Las luces se apagan y el griterío invade el Salón Punta del Este del Hotel Conrad. Todos esperan por el imponente show de Tan Biónica. Su frontman, Chano Charpentier, sale a escena para saciar la sed del enardecido público y cantarle sus temas más célebres. Una vez abajo del escenario, el carismático Chano se convierte en Santiago Moreno, un hombre reflexivo al que le “cuesta disfrutar del éxito” y que confiesa que se le hizo difícil asumir sus adicciones por televisión. En una entrevista íntima, el músico cuenta cómo se craneó Destinología, aprueba el bailecito de Mauricio Macri de su tema Ciudad Mágica y revela el significado de la mítica frase “con vos es 4 de noviembre cada media hora”. 

Para Tan Biónica no es una noche de enero más, de esas a las que les canta en su disco Destinología. Toca por primera vez en la cuidad mágica de Punta del Este.

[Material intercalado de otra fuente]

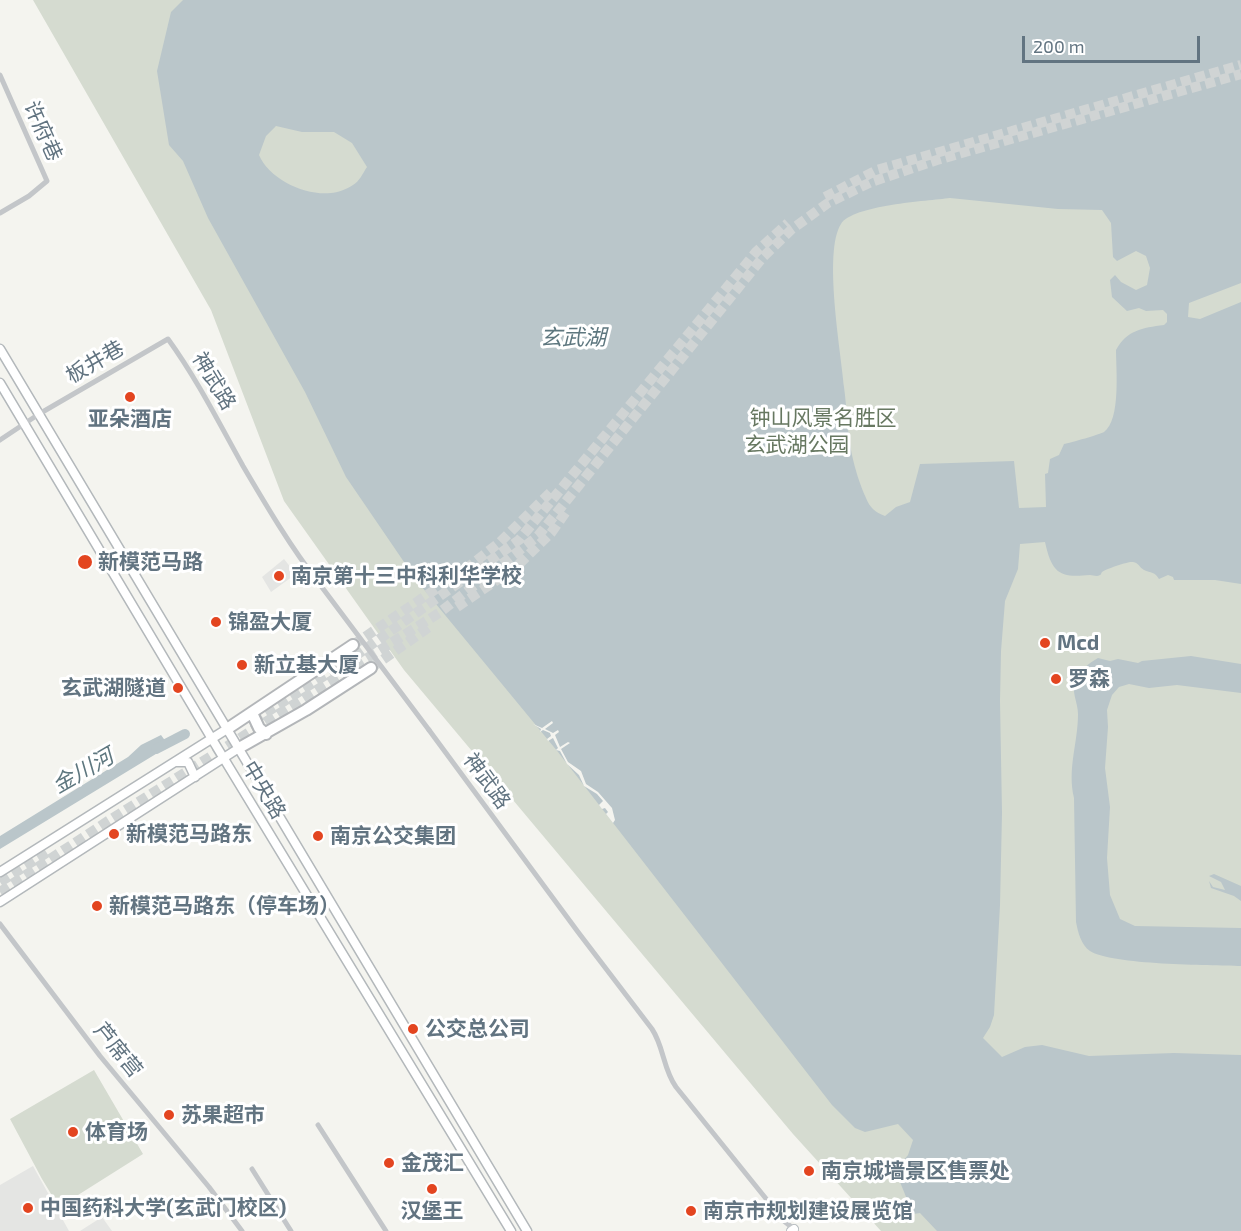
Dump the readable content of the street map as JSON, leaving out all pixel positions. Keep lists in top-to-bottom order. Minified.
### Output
{"streets":{"main road":["中央路"],"street":["许府巷","板井巷","神武路","芦席营"]},"crossings":[["板井巷","神武路"],["板井巷","中央路"]],"water":["玄武湖","金川河"],"parks":["钟山风景名胜区","玄武湖公园"],"places":["亚朵酒店","新模范马路","南京第十三中科利华学校","锦盈大厦","Mcd","新立基大厦","罗森","玄武湖隧道","新模范马路东","南京公交集团","新模范马路东（停车场）","公交总公司","苏果超市","体育场","金茂汇","南京城墙景区售票处","汉堡王","中国药科大学(玄武门校区)","南京市规划建设展览馆"],"scale_bar":"200 m"}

Más de 1500 personas esperan para corear sus temas refugiados del calor en uno de los inmensos salones del Hotel Conrad. El pegadizo Tus horas mágicas es el puntapié inicial para un espectáculo más breve que los ofrecidos en Montevideo pero que alcanza para hacer vibrar al público con los principales hits.

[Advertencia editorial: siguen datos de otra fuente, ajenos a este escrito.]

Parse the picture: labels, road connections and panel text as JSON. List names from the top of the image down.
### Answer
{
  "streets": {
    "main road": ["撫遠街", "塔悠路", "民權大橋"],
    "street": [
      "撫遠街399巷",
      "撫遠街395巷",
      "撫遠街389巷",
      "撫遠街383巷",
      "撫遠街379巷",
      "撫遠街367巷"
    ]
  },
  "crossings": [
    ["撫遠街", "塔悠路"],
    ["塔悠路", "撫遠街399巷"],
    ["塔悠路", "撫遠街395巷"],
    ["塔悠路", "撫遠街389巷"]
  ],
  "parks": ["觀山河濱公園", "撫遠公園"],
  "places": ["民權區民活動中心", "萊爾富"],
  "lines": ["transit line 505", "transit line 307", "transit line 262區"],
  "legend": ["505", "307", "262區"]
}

<b>Público VIP.</b> Marcelo Tinelli y Guillermina Valdés estuvieron presentes en el mega show de Tan Biónica en Punta del Este. También disfrutaron del espectáculo Pampita, Mike Amigorena, Geraldine Neumann, Connie Ansaldi, entre otras conocidas figuras de los medios.
Público VIP. Marcelo Tinelli y Guillermina Valdés estuvieron presentes en el mega show de Tan Biónica en Punta del Este. También disfrutaron del espectáculo Pampita, Mike Amigorena, Geraldine Neumann, Connie Ansaldi, entre otras conocidas figuras de los medios.

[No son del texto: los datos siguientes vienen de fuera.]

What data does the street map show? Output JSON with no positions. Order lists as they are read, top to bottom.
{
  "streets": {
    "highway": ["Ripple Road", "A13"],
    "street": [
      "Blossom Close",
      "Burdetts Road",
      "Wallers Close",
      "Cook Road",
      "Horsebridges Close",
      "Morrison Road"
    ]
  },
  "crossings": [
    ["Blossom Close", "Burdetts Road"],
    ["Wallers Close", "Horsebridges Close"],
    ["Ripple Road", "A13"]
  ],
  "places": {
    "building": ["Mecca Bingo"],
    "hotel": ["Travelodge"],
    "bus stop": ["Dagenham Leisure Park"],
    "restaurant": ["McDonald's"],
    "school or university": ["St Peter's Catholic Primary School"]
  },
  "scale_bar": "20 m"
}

Cinco horas antes de recorrer el escenario de punta a punta con su habitual histrionismo, Santiago 'Chano' Moreno Charpentier, líder de la banda, se relaja en la terraza del casino del hotel. Viste de civil, despojado de los vistosos trajes que luce en los shows. Con el mar azul de Punta del Este de fondo y el sol pegando de frente, el artista se muestra distendido al hablar con Sábado Show. La entrevista dura media hora pero no parece importarle; no revisa el reloj dorado que brilla en su muñeca izquierda a pesar de que el correr del tiempo sea una de las principales obsesiones que lo inspiran para escribir canciones. No se apura y piensa las palabras que elige cada vez que habla de su banda, de su historia, de su presente, de sus conflictos y del accidente que lo puso en la tapa de la crónica roja. Parece hablar desde las entrañas sin miedo a decir una frase polémica de más. Tanto que es como si a través de sus palabras dejara ver una mirada sincera, aunque ésta esté cubierta por unos redondos anteojos negros. "Muchos creen que yo ya tengo el partido ganado, pero no es así. Enfrento las mismas disyuntivas que cualquier otra persona", expresa en medio del diálogo. 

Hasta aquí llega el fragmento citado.